**EXERCISE AIM**
Read through the lines below and copy the ones holding the string "icon".

Extracted data entries:
Content starts
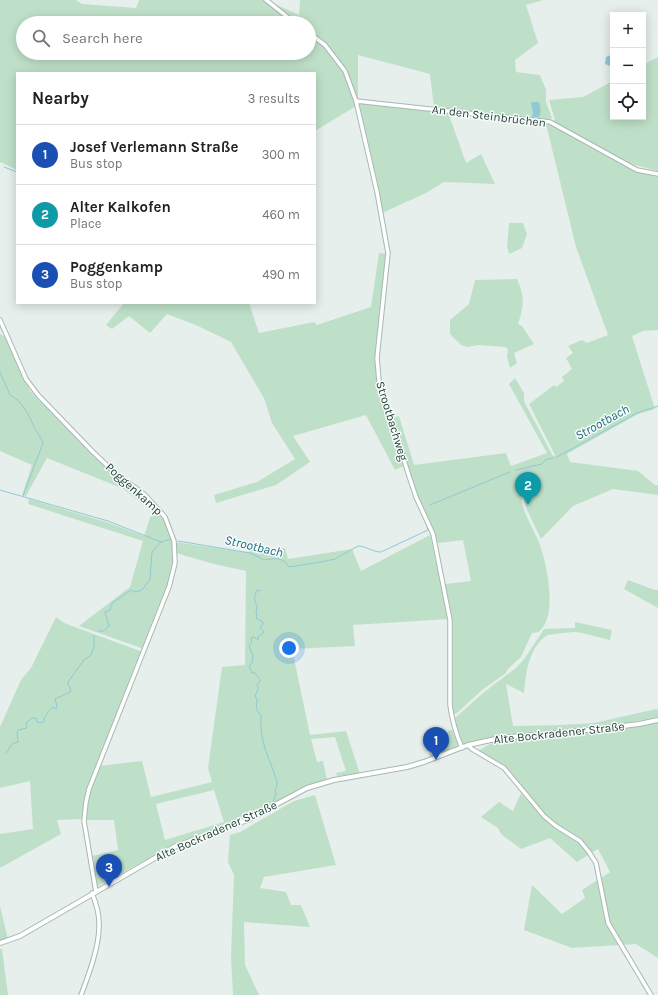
<!DOCTYPE html>
<html lang="en">
<head>
<meta charset="utf-8">
<style>
	body { margin:0; font-family:Karla,sans-serif; background:#f2f2f2; color:#202124 }
	.controls { position:absolute; right:12px; top:12px; display:grid; overflow:hidden; border-radius:0px; box-shadow:0 2px 10px #0003 }
	.controls button { width:36px; height:36px; display:grid; place-items:center; padding:0; border:0; border-bottom:1px solid #e0e0e0; background:#fff; color:#202124; font:20px sans-serif }
	.you { position:absolute; left:289px; top:648px; width:14px; height:14px; margin:-10px; border:3px solid #fff; border-radius:50%; background:#1a73e8; box-shadow:0 0 0 6px #1a73e833 }
	.badge { display:grid; place-items:center; width:26px; height:26px; border-radius:50%; background:#2563eb; color:#fff; font-size:13px; font-weight:700 }
	.pin { position:absolute; translate:-50% -33px; filter:drop-shadow(0 1px 2px #0008) }
	.pin::after { content:''; position:absolute; top:21px; width:14px; height:12px; background:inherit; clip-path:polygon(0 0,100% 0,50% 100%) }
	.list { margin:0; padding:0; list-style:none }
	h2 { display:flex; justify-content:space-between; align-items:center; height:52px; margin:0; padding:0 16px; font-size:17px }
	h2 small { font-size:13px; font-weight:400; color:#757577 }
	.list li { display:grid; grid-template-columns:26px 1fr auto; gap:12px; align-items:center; box-sizing:border-box; height:60px; padding:0 16px; border-top:1px solid #e0e0e0 }
	.list b { display:block; font-size:15px; white-space:nowrap }
	.list p { margin:0; font-size:13px; white-space:nowrap; color:#757577 }
	.list em { font-size:13px; font-style:normal; color:#757577 }
	.icon { flex:none; width:22px; height:22px; fill:none; stroke:currentColor; stroke-width:2; stroke-linecap:round; stroke-linejoin:round }
	.map { position:relative; flex:none; width:658px; height:995px; overflow:hidden }
	.search { position:absolute; background:#fff; box-shadow:0 2px 10px #0003; left:16px; top:16px; width:300px; height:44px; display:flex; align-items:center; gap:10px; box-sizing:border-box; padding:0 14px; border-radius:22px; color:#757577; font-size:15px }
	.panel { position:absolute; background:#fff; box-shadow:0 2px 10px #0003; left:16px; top:72px; width:300px; height:232px; border-radius:0px }
	.map>svg:first-child { display:block }
	.green { fill:#bfe0c8; fill-rule:evenodd }
	.water { fill:#8ec9d4 }
	.lines { fill:none; stroke-linecap:round; stroke-linejoin:round }
	.stream { stroke:#8ec9d4; stroke-width:1 }
	.minor-casing { stroke:#a8b8b2; stroke-width:5.5 }
	.tertiary-casing { stroke:#a8b8b2; stroke-width:6 }
	.minor { stroke:#fff; stroke-width:3.5 }
	.tertiary { stroke:#fff; stroke-width:4 }
	.labels { text-anchor:middle; dominant-baseline:central; stroke-width:3; stroke-linejoin:round; paint-order:stroke }
	.street-label { font-size:12px; fill:#24423a; stroke:#f7fbf9 }
	.water-label { font-size:13px; font-style:italic; fill:#1c6f80; stroke:#f7fbf9 }
</style>
</head>
<body>
<div class="map">
<svg width="658" height="995" viewBox="0 0 658 995">
	<rect width="100%" height="100%" fill="#e6efeb"/>
	<!-- green -->
	<path class="green" d="M 0,0 L 76,0 L 82,4 L 136,8 L 139,0 L 268,0 L 268,1 L 299,15 L 300,0 L 543,0 L 526,5 L 538,43 L 515,60 L 516,72 L 540,75 L 546,90 L 546,102 L 552,118 L 546,121 L 434,108 L 430,74 L 358,55 L 358,100 L 357,99 L 344,71 L 356,106 L 315,131 L 315,73 L 17,73 L 17,170 L 0,162 ZM 23,23 L 309,23 L 309,53 L 23,53 Z
		M 658,57 L 658,171 L 631,164 L 622,160 L 551,121 L 555,120 L 549,100 L 583,97 L 613,81 L 613,117 L 643,117 L 643,65 Z
		M 358,102 L 448,112 L 466,163 L 481,154 L 495,184 L 444,182 L 426,193 L 382,213 Z
		M 550,123 C 585,143 619,166 658,177 L 658,330 L 643,331 L 632,336 L 655,409 L 638,414 L 567,454 L 570,462 L 638,471 L 655,485 L 658,485 L 658,495 L 613,489 L 573,506 L 541,539 L 527,510 L 522,494 C 519,506 533,528 538,540 C 546,559 554,599 547,619 C 546,624 542,628 539,632 L 532,633 L 521,657 L 507,670 L 506,673 L 482,690 L 456,714 L 453,714 L 452,616 L 445,584 L 471,581 L 463,540 L 438,543 L 417,497 L 392,418 L 399,416 L 414,465 L 506,453 L 511,466 L 547,453 L 509,384 L 515,378 L 524,393 L 524,400 L 526,405 L 553,456 L 555,455 L 529,404 L 554,385 L 556,387 L 564,381 L 562,377 L 572,369 L 566,358 L 573,353 L 568,346 L 582,340 L 587,343 L 608,335 L 576,247 L 546,124 Z
		M 509,223 L 523,223 L 527,234 L 522,248 L 509,254 L 507,247 Z
		M 379,253 L 387,254 L 376,358 L 378,381 L 404,466 L 395,470 L 366,415 L 293,436 L 310,462 L 276,485 L 216,503 L 214,495 L 257,482 L 295,459 L 272,423 L 264,398 L 231,342 L 198,326 L 167,314 L 150,333 L 129,316 L 112,329 L 106,325 L 124,303 L 249,303 L 259,333 L 314,322 L 317,325 L 371,307 Z
		M 517,279 C 525,297 524,306 518,324 L 522,326 L 534,344 L 514,353 L 517,363 L 510,368 L 507,357 L 508,349 L 505,347 L 478,345 L 468,347 L 461,345 L 450,334 L 450,320 L 469,304 L 475,280 Z
		M 0,334 L 6,337 L 30,391 L 94,455 L 114,473 L 144,497 L 164,517 L 172,541 L 174,563 L 168,587 L 145,647 L 141,648 L 79,626 L 130,587 L 143,541 L 28,504 L 29,499 L 106,522 L 144,536 L 152,512 L 124,489 L 47,458 L 26,496 L 22,495 L 32,465 L 0,451 Z
		M 430,535 L 449,619 L 353,625 L 355,646 L 292,649 L 310,735 L 346,731 L 360,774 L 337,776 L 336,773 L 346,771 L 335,737 L 311,739 L 317,762 L 323,761 L 327,780 L 301,788 L 247,819 L 172,846 L 96,887 L 92,856 L 118,850 L 114,820 L 86,820 C 85,801 92,783 99,766 L 142,761 L 151,797 L 212,782 L 208,768 L 222,667 L 245,665 L 246,571 L 214,564 L 176,553 L 175,542 L 243,552 L 285,548 L 288,559 L 352,549 L 361,571 ZM 214,790 L 224,822 L 165,840 L 156,804 Z
		M 628,580 L 655,590 L 658,590 L 658,608 L 624,589 Z
		M 56,617 L 64,623 L 140,651 L 142,654 L 87,789 L 82,819 L 57,820 L 61,834 L 0,868 L 0,834 L 33,829 L 30,781 L 0,788 L 0,727 L 21,680 L 31,668 Z
		M 575,622 L 612,630 L 610,640 C 599,638 587,633 576,632 C 571,632 549,634 546,636 C 528,649 526,674 524,693 L 506,684 L 513,726 L 562,725 L 594,723 L 656,709 L 658,710 L 658,717 L 611,726 L 505,735 L 489,738 L 463,746 L 454,720 L 455,718 L 483,693 L 517,667 L 525,658 L 544,629 L 575,628 Z
		M 658,722 L 658,958 L 636,944 L 572,948 L 524,930 L 532,885 L 562,914 L 585,898 L 582,890 L 610,872 L 598,849 L 577,862 L 550,838 L 521,849 L 501,834 L 498,828 L 481,817 L 499,802 L 513,811 L 521,793 L 544,818 L 505,767 L 478,751 L 492,743 L 512,738 L 626,728 Z
		M 449,730 L 452,730 L 458,743 L 457,748 L 430,758 L 429,754 Z
		M 315,795 L 336,865 L 264,877 L 260,888 L 286,892 L 291,905 L 301,905 L 310,927 L 244,922 L 245,965 L 259,995 L 233,995 L 231,957 L 234,875 L 228,862 L 230,835 L 240,832 L 294,801 Z
		M 0,906 L 8,939 L 0,941 Z
		M 0,949 L 2,949 L 8,995 L 0,995 Z"/>
	<!-- water -->
	<path class="water" d="M 613,54 L 613,67 L 605,64 L 606,57 Z
		M 533,102 L 539,102 C 541,107 541,113 539,117 L 532,117 L 533,113 L 531,103 Z"/>
	<g class="lines">
		<!-- stream -->
		<path class="stream" d="M 4,167 L 17,172
			M 0,372 L 10,395 C 22,401 29,415 34,427 C 37,433 41,437 43,443 L 23,496
			M 557,457 L 637,413 L 658,406
			M 516,470 L 542,464 L 545,460 L 553,458
			M 0,490 L 108,521 L 161,542 L 171,539
			M 430,505 L 510,472
			M 178,541 L 250,553 L 259,557 L 263,560 C 274,559 283,556 289,567 L 321,562 L 335,559 L 358,546 C 366,546 372,552 381,552 L 428,530 L 426,523
			M 260,591 L 257,590 C 255,595 253,600 257,605 L 256,613 L 257,614 L 256,618 L 263,622 L 263,624 L 260,628 L 264,632 L 258,637 L 258,640 L 254,637 L 251,638 L 252,641 L 249,646 L 253,656 L 252,663 L 249,666 L 252,673 L 255,673 L 260,680 L 260,682 L 257,684 L 258,689 L 255,696 L 257,700 C 256,713 255,706 261,716 C 259,743 270,758 277,782 L 277,787 L 275,790 L 276,794 L 273,802
			M 98,631 L 104,631 L 109,626 L 105,612 L 110,610 L 112,603 L 131,590 L 135,592 L 142,590 L 150,579 L 152,552 L 161,542
			M 6,753 L 12,744 L 18,742 L 17,732 L 18,730 L 27,728 L 26,723 L 32,718 L 36,718 L 37,722 L 40,723 L 44,722 L 44,718 L 52,707 L 56,709 L 57,706 L 55,699 L 70,692 L 71,690 L 68,684 L 68,682 L 84,660 L 91,655 L 94,646 L 94,636"/>
		<!-- minor casing -->
		<g class="minor-casing">
			<path id="minor" d="M 266,0 L 295,23
				M 309,33 L 325,45 L 345,71 L 356,101 L 377,192 L 388,253 L 377,358 L 379,381 L 409,476 L 416,497 L 433,534 L 450,620 L 450,705 C 452,720 456,734 462,748
				M 356,101 L 550,122 L 637,170 L 658,174
				M 0,320 L 26,379 L 38,395 L 93,452 L 114,472 L 145,495 L 165,517 L 174,541 L 175,563 L 169,587 L 89,789 L 86,802 L 84,821 L 96,892
				M 468,745 L 472,749 L 504,768 L 544,816 L 556,826 L 580,841 L 589,852 L 596,863 L 608,923 L 651,995
				M 81,995 C 89,974 100,945 99,923 C 99,913 96,903 92,893"/>
		</g>
		<!-- tertiary casing -->
		<g class="tertiary-casing">
			<path id="tertiary" d="M 0,943 L 20,936 L 174,847 L 247,820 L 307,788 L 334,780 L 407,767 L 424,762 L 468,745 L 500,738 L 599,729 L 639,724 L 658,720"/>
		</g>
		<!-- minor -->
		<use href="#minor" class="minor"/>
		<!-- tertiary -->
		<use href="#tertiary" class="tertiary"/>
	</g>
	<g class="labels">
		<!-- street labels -->
		<g class="street-label">
			<text transform="translate(489 116) rotate(7)">An den Steinbrüchen</text>
			<text transform="translate(392 421) rotate(73)">Strootbachweg</text>
			<text transform="translate(134 489) rotate(42)">Poggenkamp</text>
			<text transform="translate(559 733) rotate(-6)">Alte Bockradener Straße</text>
			<text transform="translate(216 831) rotate(-24)">Alte Bockradener Straße</text>
		</g>
		<!-- water labels -->
		<g class="water-label">
			<text transform="translate(602 422) rotate(-29)">Strootbach</text>
			<text transform="translate(254 546) rotate(13)">Strootbach</text>
		</g>
	</g>
</svg>
<div class="controls">
<button>+</button>
<button>−</button>
<button><svg class="icon" aria-label="locate" viewBox="0 0 24 24"><circle cx="12" cy="12" r="6"/><path d="M12 2v4M12 18v4M2 12h4M18 12h4"/></svg></button>
</div>
<div class="you"></div>
<div class="pin badge" style="left:436px;top:760px;background:#1a4fb4">1</div>
<div class="pin badge" style="left:528px;top:505px;background:#0f9aa8">2</div>
<div class="pin badge" style="left:109px;top:887px;background:#1a4fb4">3</div>
<div class="search"><svg class="icon" aria-label="search" viewBox="0 0 24 24"><circle cx="10" cy="10" r="6"/><path d="M15 15l6 6"/></svg>Search here</div>
<section class="panel">
<h2>Nearby<small>3 results</small></h2>
<ul class="list">
<li><span class="badge" style="background:#1a4fb4">1</span><div><b>Josef Verlemann Straße</b><p>Bus stop</p></div><em>300 m</em></li>
<li><span class="badge" style="background:#0f9aa8">2</span><div><b>Alter Kalkofen</b><p>Place</p></div><em>460 m</em></li>
<li><span class="badge" style="background:#1a4fb4">3</span><div><b>Poggenkamp</b><p>Bus stop</p></div><em>490 m</em></li>
</ul>
</section>
</div>
</body>
</html>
Content ends
**ANSWER TO THE EXERCISE**
	.icon { flex:none; width:22px; height:22px; fill:none; stroke:currentColor; stroke-width:2; stroke-linecap:round; stroke-linejoin:round }
<button><svg class="icon" aria-label="locate" viewBox="0 0 24 24"><circle cx="12" cy="12" r="6"/><path d="M12 2v4M12 18v4M2 12h4M18 12h4"/></svg></button>
<div class="search"><svg class="icon" aria-label="search" viewBox="0 0 24 24"><circle cx="10" cy="10" r="6"/><path d="M15 15l6 6"/></svg>Search here</div>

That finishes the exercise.